= DATA FOR THIS EXERCISE =
- - -

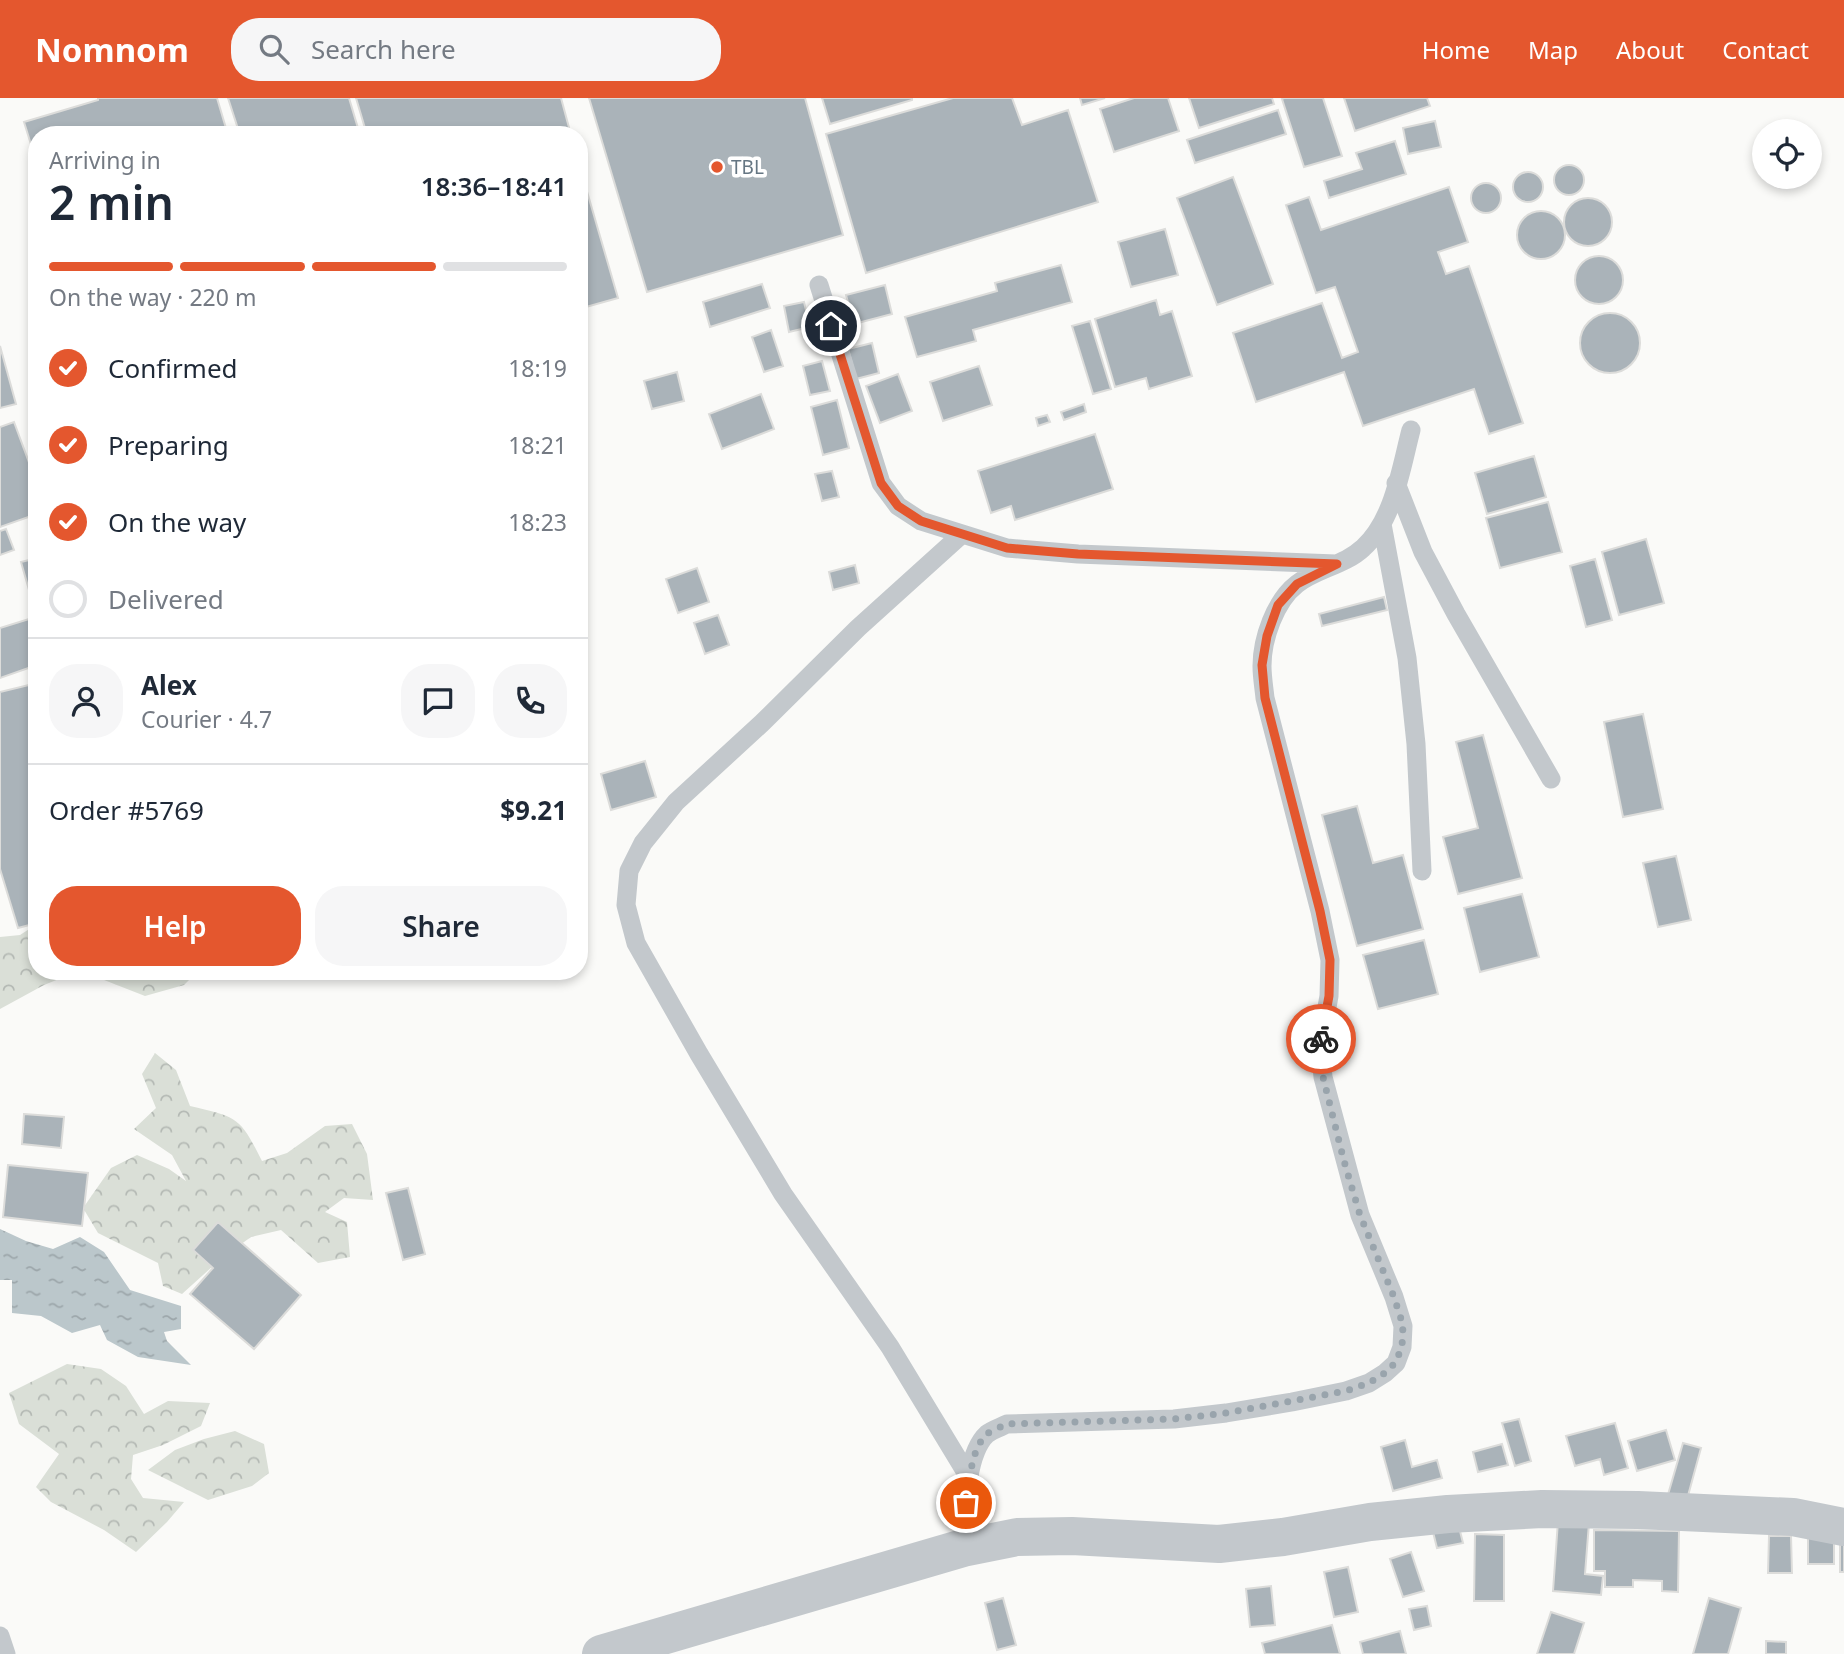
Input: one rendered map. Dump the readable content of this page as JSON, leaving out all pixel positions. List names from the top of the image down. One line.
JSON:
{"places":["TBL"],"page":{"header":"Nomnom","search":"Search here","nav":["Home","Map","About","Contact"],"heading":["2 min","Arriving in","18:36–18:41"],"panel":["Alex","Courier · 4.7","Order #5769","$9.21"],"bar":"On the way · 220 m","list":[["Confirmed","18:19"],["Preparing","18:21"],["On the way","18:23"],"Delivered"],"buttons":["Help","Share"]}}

- - -

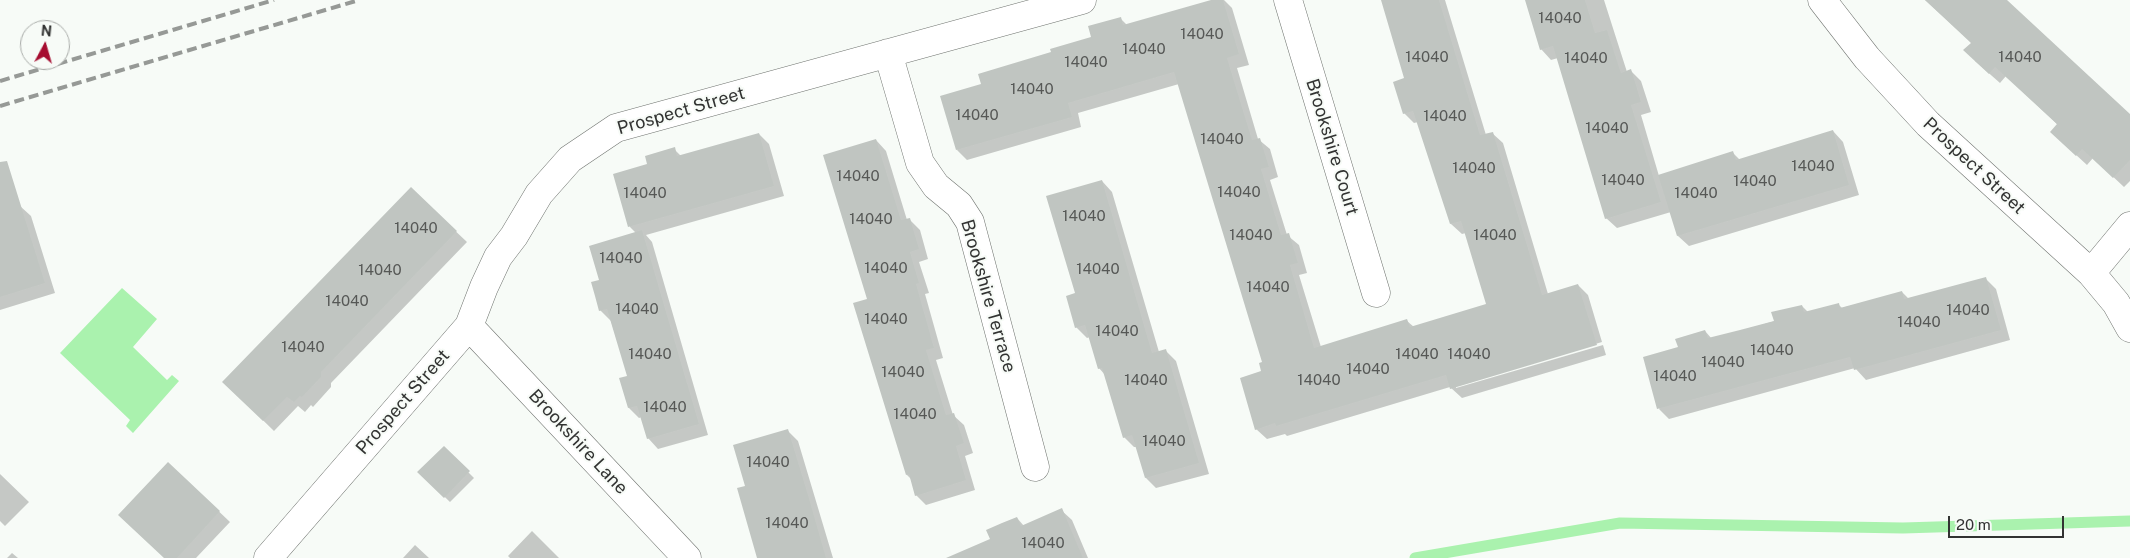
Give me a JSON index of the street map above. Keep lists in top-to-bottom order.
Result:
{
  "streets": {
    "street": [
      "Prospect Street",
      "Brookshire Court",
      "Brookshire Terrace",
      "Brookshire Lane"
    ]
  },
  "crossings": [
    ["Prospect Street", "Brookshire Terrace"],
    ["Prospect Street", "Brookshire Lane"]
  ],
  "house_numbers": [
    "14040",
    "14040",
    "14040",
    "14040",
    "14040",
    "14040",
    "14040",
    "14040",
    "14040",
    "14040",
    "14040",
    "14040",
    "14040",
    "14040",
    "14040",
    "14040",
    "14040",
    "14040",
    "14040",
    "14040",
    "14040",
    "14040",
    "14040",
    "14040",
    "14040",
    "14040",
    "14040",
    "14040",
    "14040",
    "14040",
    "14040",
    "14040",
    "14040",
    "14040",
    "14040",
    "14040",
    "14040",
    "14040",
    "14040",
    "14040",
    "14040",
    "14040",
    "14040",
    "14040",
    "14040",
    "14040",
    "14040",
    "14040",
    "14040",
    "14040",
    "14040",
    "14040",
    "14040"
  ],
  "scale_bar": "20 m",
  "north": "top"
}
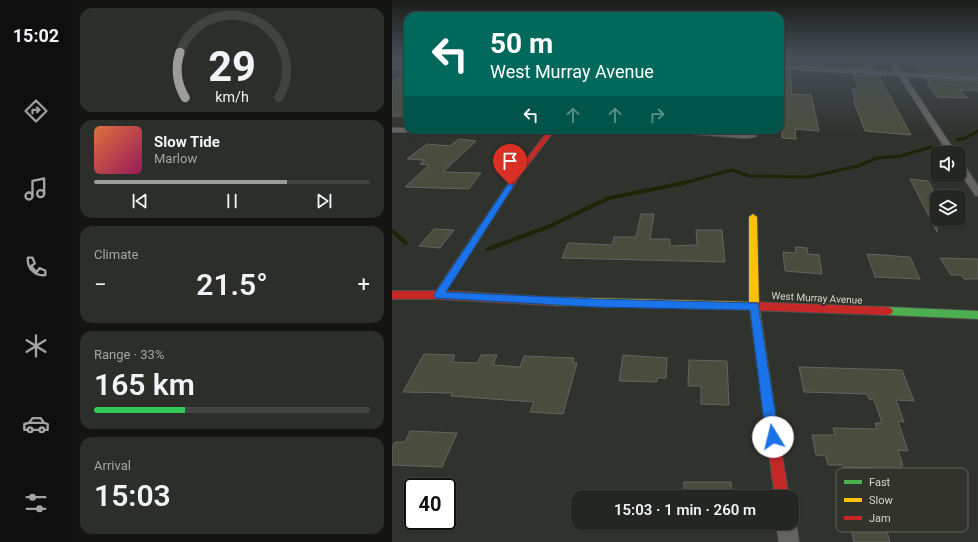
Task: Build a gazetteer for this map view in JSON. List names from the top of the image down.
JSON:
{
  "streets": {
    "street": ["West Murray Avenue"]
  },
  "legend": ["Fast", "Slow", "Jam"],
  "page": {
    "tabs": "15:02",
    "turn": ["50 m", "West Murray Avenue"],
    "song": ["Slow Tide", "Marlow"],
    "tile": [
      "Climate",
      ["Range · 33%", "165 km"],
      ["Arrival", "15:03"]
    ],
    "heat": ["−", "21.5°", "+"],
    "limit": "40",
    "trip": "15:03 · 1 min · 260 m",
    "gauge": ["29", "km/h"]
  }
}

- - -

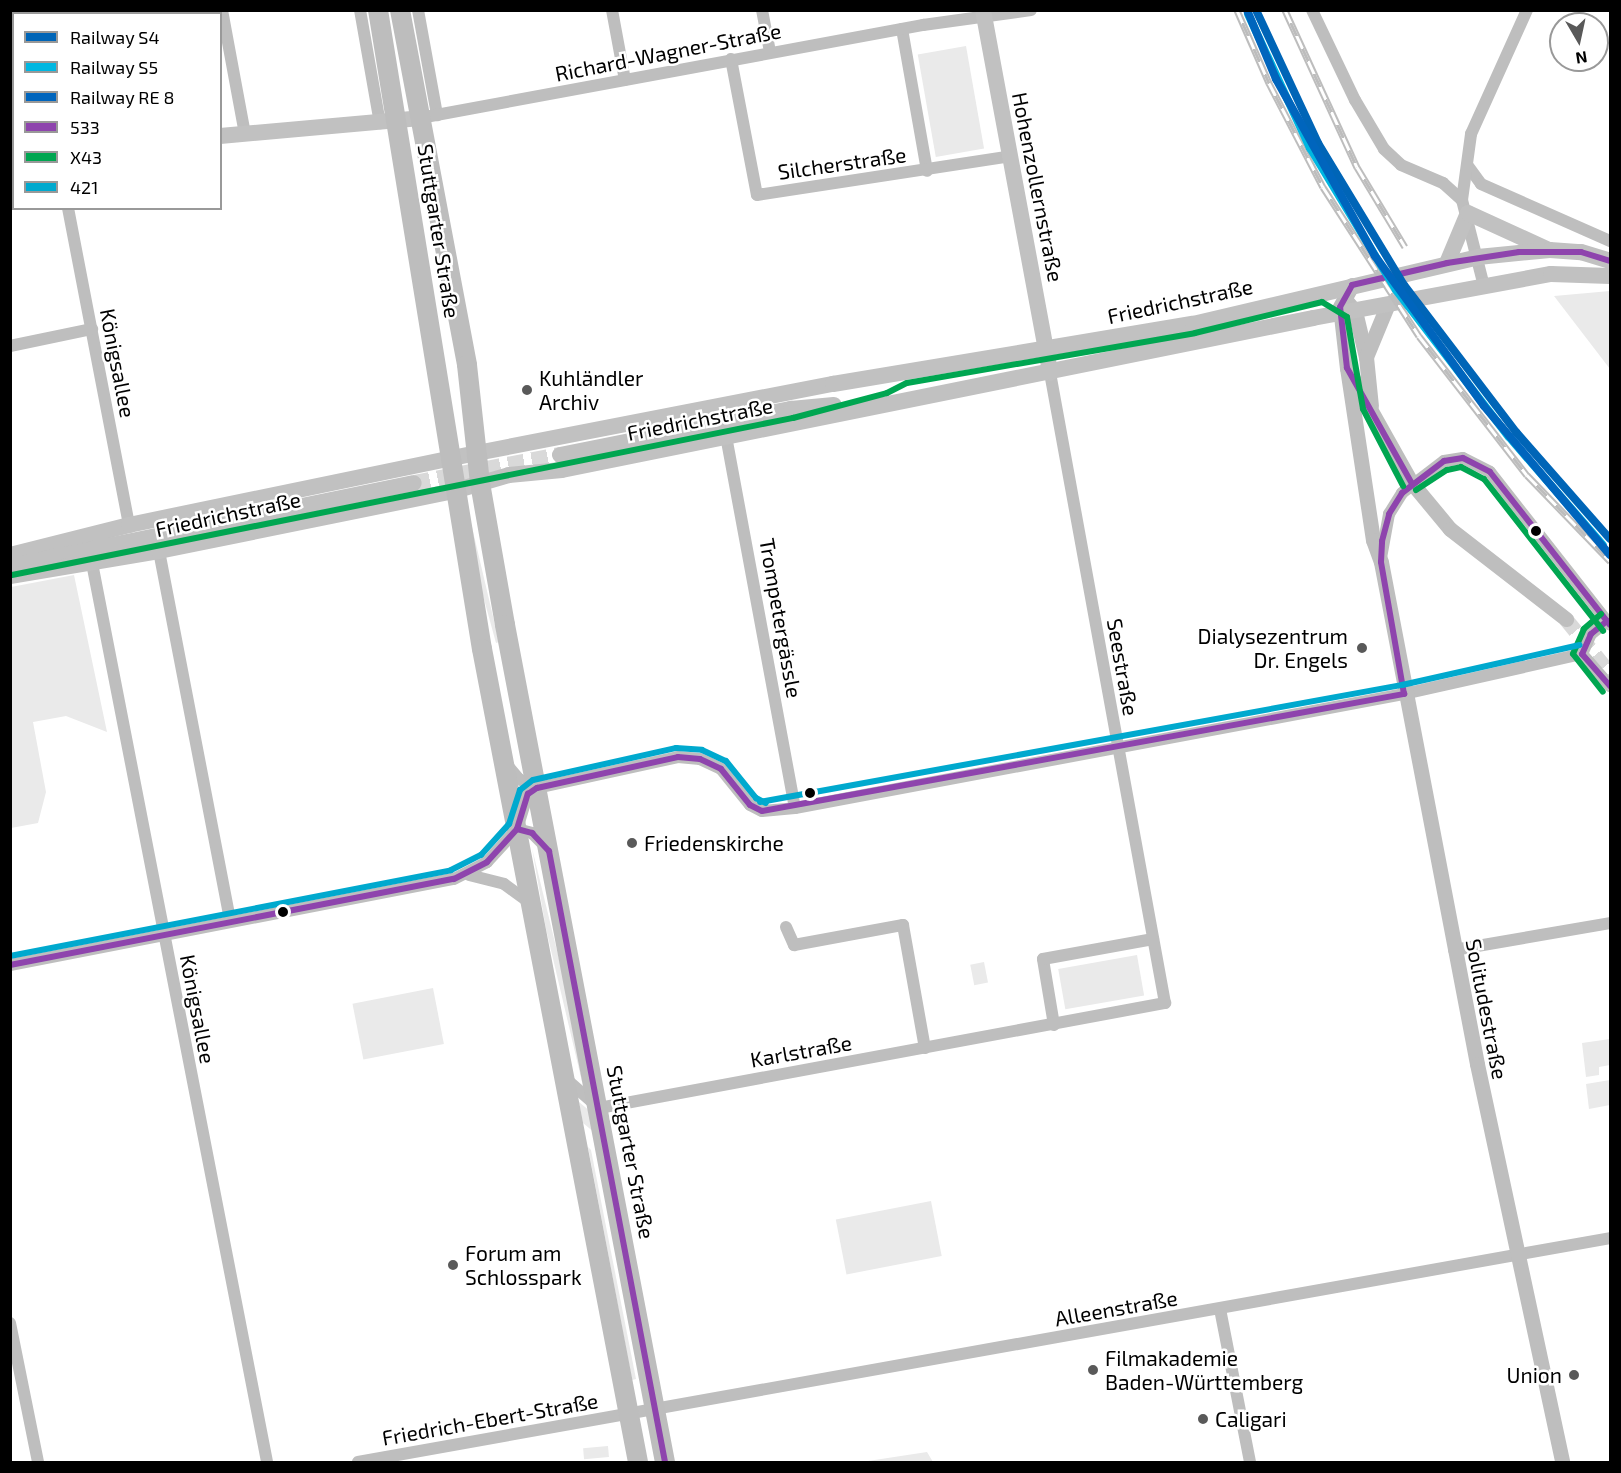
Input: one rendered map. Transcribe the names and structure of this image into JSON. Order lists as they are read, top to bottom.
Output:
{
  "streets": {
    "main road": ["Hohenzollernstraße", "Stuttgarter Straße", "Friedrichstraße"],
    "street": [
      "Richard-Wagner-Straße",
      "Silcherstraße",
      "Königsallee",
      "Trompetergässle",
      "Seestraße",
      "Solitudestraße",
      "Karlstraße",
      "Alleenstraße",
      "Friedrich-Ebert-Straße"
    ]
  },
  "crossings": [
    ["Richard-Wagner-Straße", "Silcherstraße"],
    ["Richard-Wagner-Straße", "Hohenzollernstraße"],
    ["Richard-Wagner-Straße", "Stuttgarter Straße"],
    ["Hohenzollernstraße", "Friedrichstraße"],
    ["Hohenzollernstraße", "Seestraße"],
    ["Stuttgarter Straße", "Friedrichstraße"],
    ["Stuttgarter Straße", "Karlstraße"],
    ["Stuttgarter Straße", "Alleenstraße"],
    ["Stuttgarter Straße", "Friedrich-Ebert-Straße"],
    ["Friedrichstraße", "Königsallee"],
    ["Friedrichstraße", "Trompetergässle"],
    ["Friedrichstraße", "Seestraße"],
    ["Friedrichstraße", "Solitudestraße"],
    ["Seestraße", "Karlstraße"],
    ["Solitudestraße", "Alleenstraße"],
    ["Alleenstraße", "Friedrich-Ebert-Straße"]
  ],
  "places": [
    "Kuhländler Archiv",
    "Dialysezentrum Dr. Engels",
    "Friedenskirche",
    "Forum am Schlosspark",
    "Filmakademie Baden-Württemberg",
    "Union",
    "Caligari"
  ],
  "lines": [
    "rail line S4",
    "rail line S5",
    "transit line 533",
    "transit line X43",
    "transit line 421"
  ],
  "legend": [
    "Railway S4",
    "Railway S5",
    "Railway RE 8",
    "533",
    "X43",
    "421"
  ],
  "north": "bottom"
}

- - -

= ASSIGNMENT =
If a line above holds the string "from", copy it out.

= PROBLEM SOLUTION =
Input: one rendered map. Dump the readable content of this page as JSON, leaving out all pixel positions. List names from the top of the image down. One line.
Task: Build a gazetteer for this map view in JSON. List names from the top of the image down.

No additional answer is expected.